Miguel Iven Quartett

Flamenco entre amigos

Donnerstag, 27.08.2015

Humburg-Haus
Barmstedt, Chemnitzstr. 10
 

Beginn: 20.00 Uhr

Eintritt: 15,-- EUR Vorverkauf / 17,-- EUR Abendkasse

 

Die Musik des Quartetts basiert auf den Kompositionen des virtuosen Konzertgitarristen Miguel Iven, rhythmisch grundiert von der vielseitigen Multikulti-Percussion Conny Sommers. Der Leipziger Teufelsgeiger Sebastian Ude sorgt für die Verbindung zur europäischen Klassik und die Sängerin Carmen Martín steht mit ihrer klaren Stimme für das „gewisse Etwas“ des Flamencos und den Zauber ihrer Heimat Granada.
Stilistisch bewegt sich die Musik des Quartetts zwischen traditionellen Elementen des ureigentlichen Flamencos (Cante Jondo), jazzigen Einflüssen und konzertanten Stilisierungen in der Tradition europäischer Kunstmusik.

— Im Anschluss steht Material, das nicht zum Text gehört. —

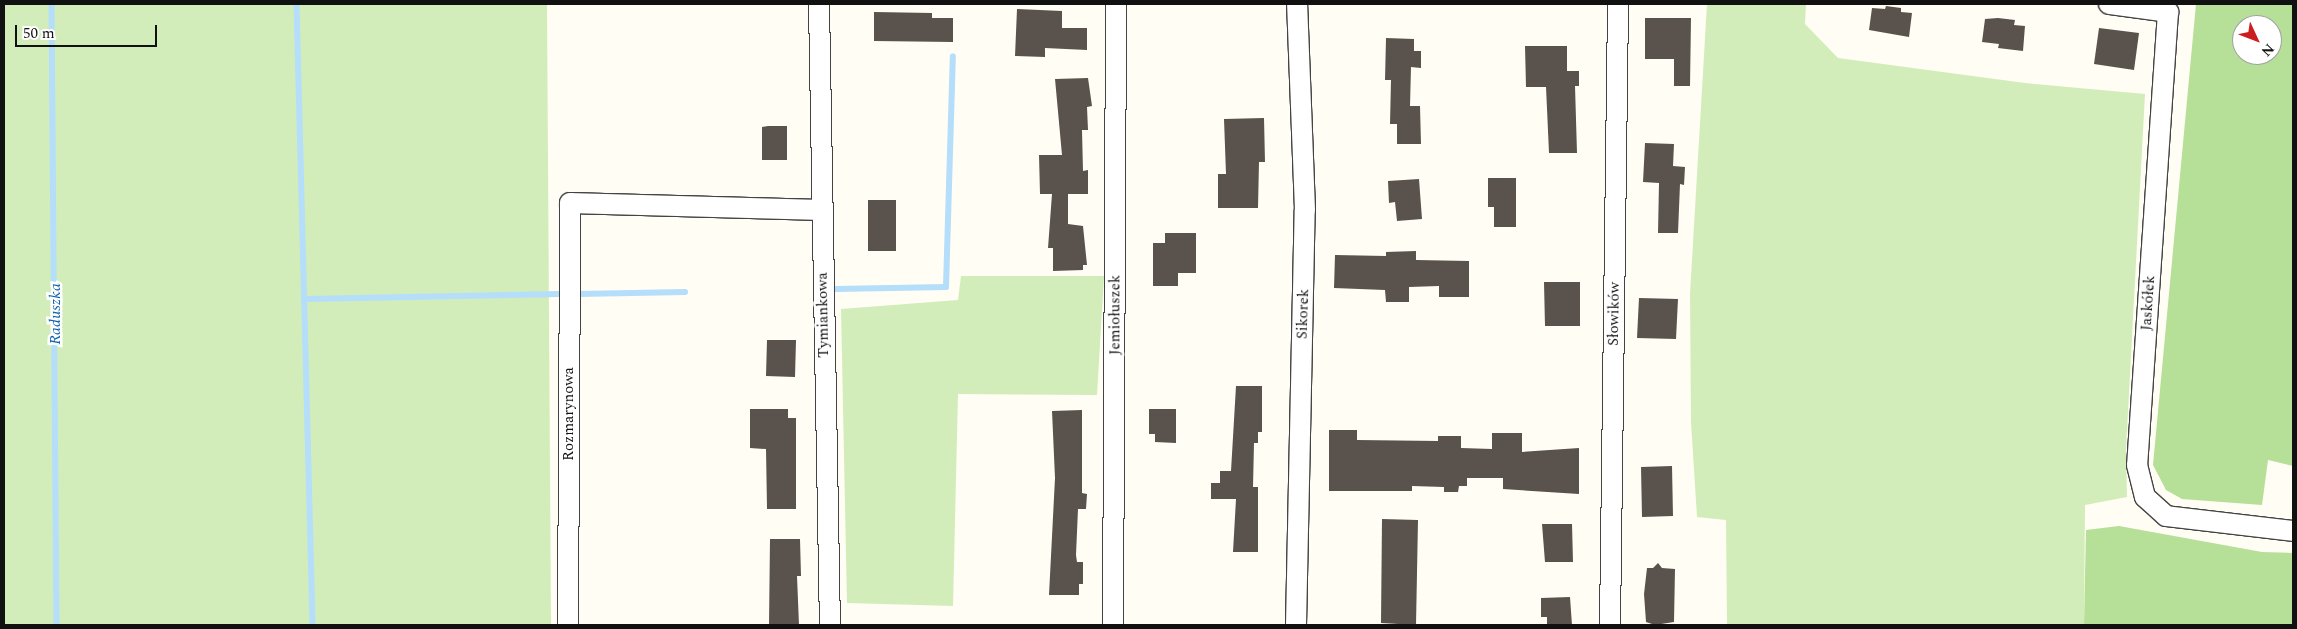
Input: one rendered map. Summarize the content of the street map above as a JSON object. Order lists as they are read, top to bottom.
{
  "streets": {
    "street": [
      "Jaskółek",
      "Sikorek",
      "Słowików",
      "Tymiankowa",
      "Jemiołuszek",
      "Rozmarynowa"
    ]
  },
  "crossings": [
    ["Tymiankowa", "Rozmarynowa"]
  ],
  "water": ["Raduszka"],
  "scale_bar": "50 m",
  "north": "bottom right"
}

Miguel Iven (Flamencogitarre)
gilt vielen als der führende Flamenco-Konzertgitarrist Deutschlands. Er lebte und arbeitete insgesamt zwölf Jahre in Andalusien. Nach dem Musikstudium in Hamburg und Córdoba war er von 1986 bis 1989 fester Hausgitarrist an der Flamenco-Tanzakademie von Manolo Marin in Sevilla. Dort arbeitete er täglich mit zahlreichen Nationalpreisträgern und bedeutenden Künstlern zusammen, u.a. mit Cristina Hoyos („Carmen“), der unbestrittenen Königin des Flamencotanzes. Nach regelmäßigen Gastspielen mit dem Ensemble „Triana Flamenca“ unter Manolo Marin folgte eine rege Konzerttätigeit in Deutschland, Spanien und dem europäischen Ausland. Miguel hat bislang 5 CDs unter eigenem Namen veröffentlicht (Galileo Music) und aus seiner Feder stammen die Kompositionen und Arrangements des Ensembles.

Carmen Martín (Gesang)
stammt aus Granada, der vielleicht schönsten Flamencostadt Andalusiens, die wie keine andere von den reichhaltigen Spuren der jahrhundertelangen maurischen Herrschaft in Spanien geprägt ist. Sie ist nicht nur Sängerin, sondern auch Lied-Autorin und Schriftstellerin und blickt auf eine lange und bewegte Karriere als „Cantaora“ zurück, die schon im Alter von 6 Jahren mit ersten öffentlichen Auftritten in Granada begann. Ihre Interpretationen überzeugen stets durch klare Stimme, wie auch durch das „gewisse Etwas“ des Flamencos, wobei sie den Sologesang ("por delante") genauso beherrscht und genießt wie den Gesang für Tänzer ("por atras"), den rhythmisch betonten "cante a compás" ebenso wie die freieren "cantes libres". Seit 2009 lebt Carmen mit ihrer Familie in München.

Conny Sommer (Percussion)
ist einer der besten und gefragtesten Perkussionisten im Flamencobereich überhaupt und auch weit darüber hinaus für seine ebenso soliden wie inspirierenden Grooves bekannt. Seine in Hamburg früh begonnene musikalische Ausbildung führte ihn schon 1979 zur Percussion. Im Rahmen eines musikwissenschaftlichen Studiums mit Schwerpunkt Musikethnologie unternahm er mehrere Studienreisen nach Cuba, Puerto Rico, Spanien, Kolumbien und Guinea. Seit 25 Jahren arbeitet Conny „Cajón“ mit Miguel Iven zusammen. Zusätzlich hat er sich in den letzten Jahren auch mit seinem Leipziger Tonstudio und als Produzent einen guten Namen gemacht. Besonderes „Schmankerl“ der Konzerte sind seine virtuosen Soli an der afrikanischen „Kalimba“.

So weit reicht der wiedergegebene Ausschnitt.